Menu

Help begginer to choose direction to take.

cornelyus
2010-09-07
2012-09-22
1 2 3 > >> (Page 1 of 3)
  • cornelyus

    cornelyus - 2010-09-07

    Good afternoon..
    I have developed recently an application for windows7 that uses speech
    recognition.
    I have developed with Windows SAPI making the speech recognition, but as of
    lately i wasn't getting the accurate results i wanted, so i decided to try
    other engine, and Sphinx seems to be an approach for me.
    I just need some guidelines to choose which direction to take, deciding the
    decoder, if i need acoustic model training or not.. etc.

    So, what i have is a command and control app, i have very well defined
    expressions i will use. Other than these i use numbers . So i am guessing
    having a grammar would be the way to go..

    I thought about using PocketSphinx because it is C, so i can encapsulate it in
    C# faster.. but should i spend more time with Sphinx4 , would be better on the
    long run? it seems better documented and with more updates recently.

    Would creating or adapting an acoustic model with recordings of the people
    that will use it, and only the necessary expressions, be a valid solution?

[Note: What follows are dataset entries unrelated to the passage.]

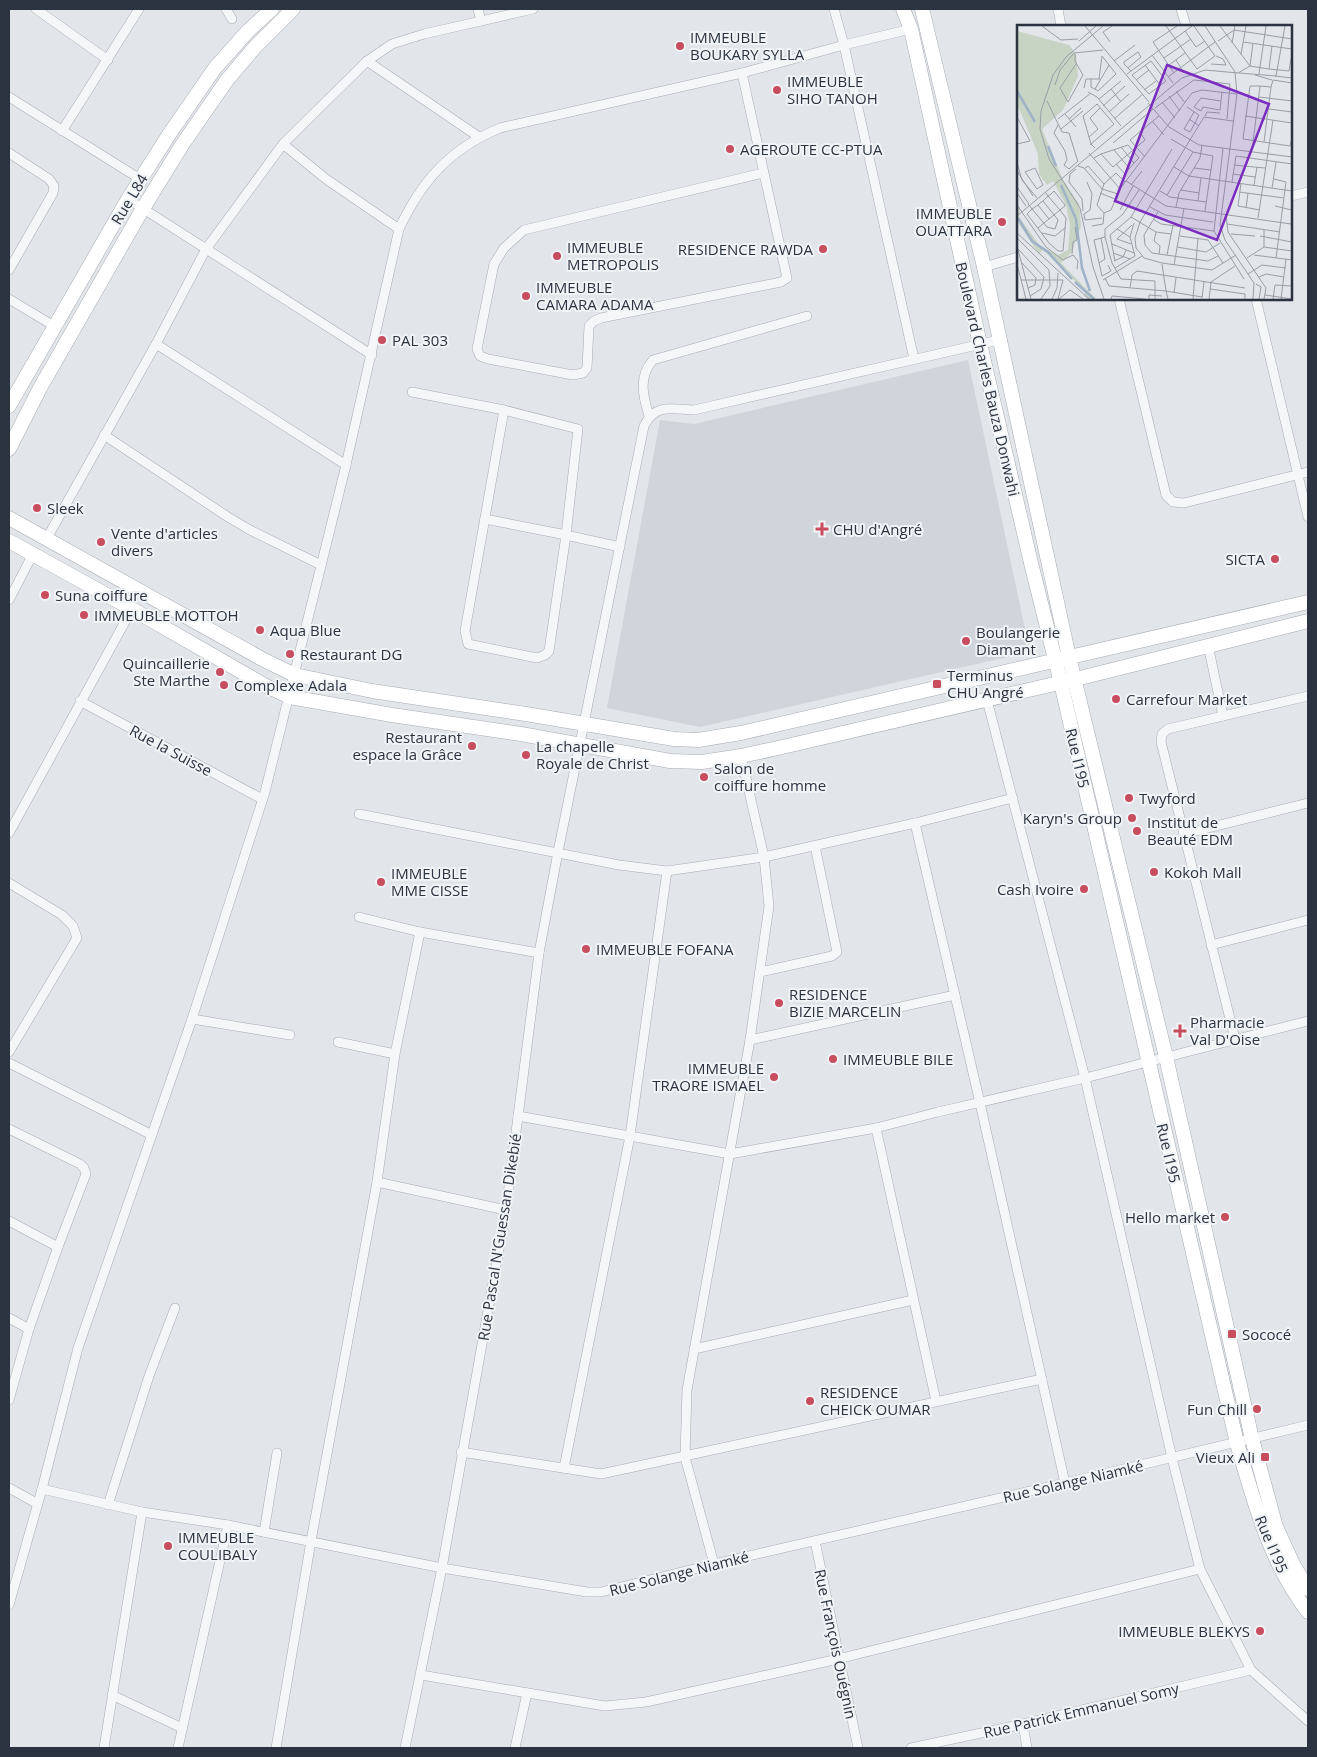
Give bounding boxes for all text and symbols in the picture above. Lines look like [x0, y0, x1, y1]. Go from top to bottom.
inset map [1017, 25, 1292, 300]
place label: IMMEUBLE BOUKARY SYLLA [690, 27, 805, 64]
marker: IMMEUBLE BOUKARY SYLLA [674, 40, 686, 52]
place label: IMMEUBLE SIHO TANOH [787, 71, 878, 108]
marker: IMMEUBLE SIHO TANOH [771, 84, 783, 96]
place label: AGEROUTE CC-PTUA [740, 139, 883, 159]
marker: AGEROUTE CC-PTUA [724, 143, 736, 155]
street label: Rue L84 [106, 170, 152, 228]
place label: IMMEUBLE OUATTARA [915, 203, 993, 240]
marker: IMMEUBLE OUATTARA [996, 216, 1008, 228]
place label: IMMEUBLE METROPOLIS [567, 237, 659, 274]
place label: RESIDENCE RAWDA [678, 239, 814, 259]
marker: RESIDENCE RAWDA [817, 243, 829, 255]
marker: IMMEUBLE METROPOLIS [551, 250, 563, 262]
street label: Boulevard Charles Bauza Donwahi [951, 260, 1025, 498]
place label: IMMEUBLE CAMARA ADAMA [536, 277, 654, 314]
marker: IMMEUBLE CAMARA ADAMA [520, 290, 532, 302]
place label: PAL 303 [392, 330, 448, 350]
marker: PAL 303 [376, 334, 388, 346]
place label: Sleek [47, 498, 84, 518]
marker: Sleek [31, 502, 43, 514]
place label: CHU d'Angré [833, 519, 922, 539]
marker: CHU d'Angré [815, 522, 829, 536]
place label: Vente d'articles divers [111, 523, 218, 560]
marker: Vente d'articles divers [95, 536, 107, 548]
place label: SICTA [1225, 549, 1266, 569]
marker: SICTA [1269, 553, 1281, 565]
place label: Suna coiffure [55, 585, 148, 605]
marker: Suna coiffure [39, 589, 51, 601]
place label: IMMEUBLE MOTTOH [94, 605, 239, 625]
marker: IMMEUBLE MOTTOH [78, 609, 90, 621]
place label: Aqua Blue [270, 620, 341, 640]
place label: Boulangerie Diamant [976, 622, 1060, 659]
marker: Aqua Blue [254, 624, 266, 636]
marker: Boulangerie Diamant [960, 635, 972, 647]
place label: Restaurant DG [300, 644, 402, 664]
marker: Restaurant DG [284, 648, 296, 660]
place label: Quincaillerie Ste Marthe [123, 653, 210, 690]
place label: Terminus CHU Angré [947, 665, 1024, 702]
marker: Quincaillerie Ste Marthe [214, 666, 226, 678]
place label: Complexe Adala [234, 675, 347, 695]
marker: Terminus CHU Angré [931, 678, 943, 690]
marker: Complexe Adala [218, 679, 230, 691]
place label: Carrefour Market [1126, 689, 1247, 709]
marker: Carrefour Market [1110, 693, 1122, 705]
street label: Rue la Suisse [126, 720, 216, 780]
street label: Rue I195 [1061, 726, 1095, 790]
place label: Restaurant espace la Grâce [352, 727, 462, 764]
place label: La chapelle Royale de Christ [536, 736, 649, 773]
marker: Restaurant espace la Grâce [466, 740, 478, 752]
marker: La chapelle Royale de Christ [520, 749, 532, 761]
place label: Salon de coiffure homme [714, 758, 826, 795]
marker: Salon de coiffure homme [698, 771, 710, 783]
place label: Twyford [1139, 788, 1196, 808]
marker: Twyford [1123, 792, 1135, 804]
place label: Karyn's Group [1023, 808, 1122, 828]
marker: Karyn's Group [1126, 812, 1138, 824]
place label: Institut de Beauté EDM [1147, 812, 1233, 849]
marker: Institut de Beauté EDM [1131, 825, 1143, 837]
place label: Kokoh Mall [1164, 862, 1242, 882]
place label: IMMEUBLE MME CISSE [391, 863, 469, 900]
marker: Kokoh Mall [1148, 866, 1160, 878]
marker: IMMEUBLE MME CISSE [375, 876, 387, 888]
place label: Cash Ivoire [997, 879, 1074, 899]
marker: Cash Ivoire [1078, 883, 1090, 895]
place label: IMMEUBLE FOFANA [596, 939, 734, 959]
marker: IMMEUBLE FOFANA [580, 943, 592, 955]
place label: RESIDENCE BIZIE MARCELIN [789, 984, 901, 1021]
marker: RESIDENCE BIZIE MARCELIN [773, 997, 785, 1009]
place label: Pharmacie Val D'Oise [1190, 1012, 1264, 1049]
marker: Pharmacie Val D'Oise [1174, 1025, 1186, 1037]
place label: IMMEUBLE BILE [843, 1049, 953, 1069]
marker: IMMEUBLE BILE [827, 1053, 839, 1065]
place label: IMMEUBLE TRAORE ISMAEL [652, 1058, 764, 1095]
marker: IMMEUBLE TRAORE ISMAEL [768, 1071, 780, 1083]
street label: Rue I195 [1152, 1121, 1186, 1185]
street label: Rue Pascal N'Guessan Dikebié [473, 1132, 525, 1342]
place label: Hello market [1125, 1207, 1215, 1227]
marker: Hello market [1219, 1211, 1231, 1223]
place label: Sococé [1242, 1324, 1291, 1344]
marker: Sococé [1226, 1328, 1238, 1340]
place label: RESIDENCE CHEICK OUMAR [820, 1382, 931, 1419]
marker: RESIDENCE CHEICK OUMAR [804, 1395, 816, 1407]
place label: Fun Chill [1187, 1399, 1247, 1419]
marker: Fun Chill [1251, 1403, 1263, 1415]
place label: Vieux Ali [1196, 1447, 1255, 1467]
marker: Vieux Ali [1259, 1451, 1271, 1463]
street label: Rue Solange Niamké [1001, 1455, 1145, 1507]
street label: Rue I195 [1251, 1512, 1293, 1576]
place label: IMMEUBLE COULIBALY [178, 1527, 258, 1564]
marker: IMMEUBLE COULIBALY [162, 1540, 174, 1552]
street label: Rue Solange Niamké [607, 1546, 751, 1600]
street label: Rue François Ouégnin [810, 1567, 862, 1721]
place label: IMMEUBLE BLEKYS [1118, 1621, 1250, 1641]
marker: IMMEUBLE BLEKYS [1254, 1625, 1266, 1637]
street label: Rue Patrick Emmanuel Somy [981, 1678, 1181, 1742]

    DUmb question maybe, but the perfect solution for a good speech recognition
    would be having an acoustic model for each user? Depending on the user that
    will run the app, his "profile" would be loaded.. or it's best having an
    acoustic model with recordings of every person that will use the App? Or even,
    having the acoustic model default ( i think it's the wsj one ) and just adapt
    the language model / dictionary / grammar to the expressions i need?

    Thanks in advance for your time.

     
  • Nickolay V. Shmyrev

    Hello

    So, what i have is a command and control app, i have very well defined
    expressions i will use. Other than these i use numbers . So i am guessing
    having a grammar would be the way to go..

    Control of the computer with speech have limited usability actually. In a long
    term you need to target dictation.

    I thought about using PocketSphinx because it is C, so i can encapsulate it
    in C# faster.. but should i spend more time with Sphinx4 , would be better on
    the long run? it seems better documented and with more updates recently.

    I think you need to try pocketsphinx

    Would creating or adapting an acoustic model with recordings of the people
    that will use it, and only the necessary expressions, be a valid solution?

    We think that adaptation is a good strategy to take

    Dumb question maybe, but the perfect solution for a good speech recognition
    would be having an acoustic model for each user? Depending on the user that
    will run the app, his "profile" would be loaded.. or it's best having an
    acoustic model with recordings of every person that will use the App? Or even,
    having the acoustic model default ( i think it's the wsj one ) and just adapt
    the language model / dictionary / grammar to the expressions i need?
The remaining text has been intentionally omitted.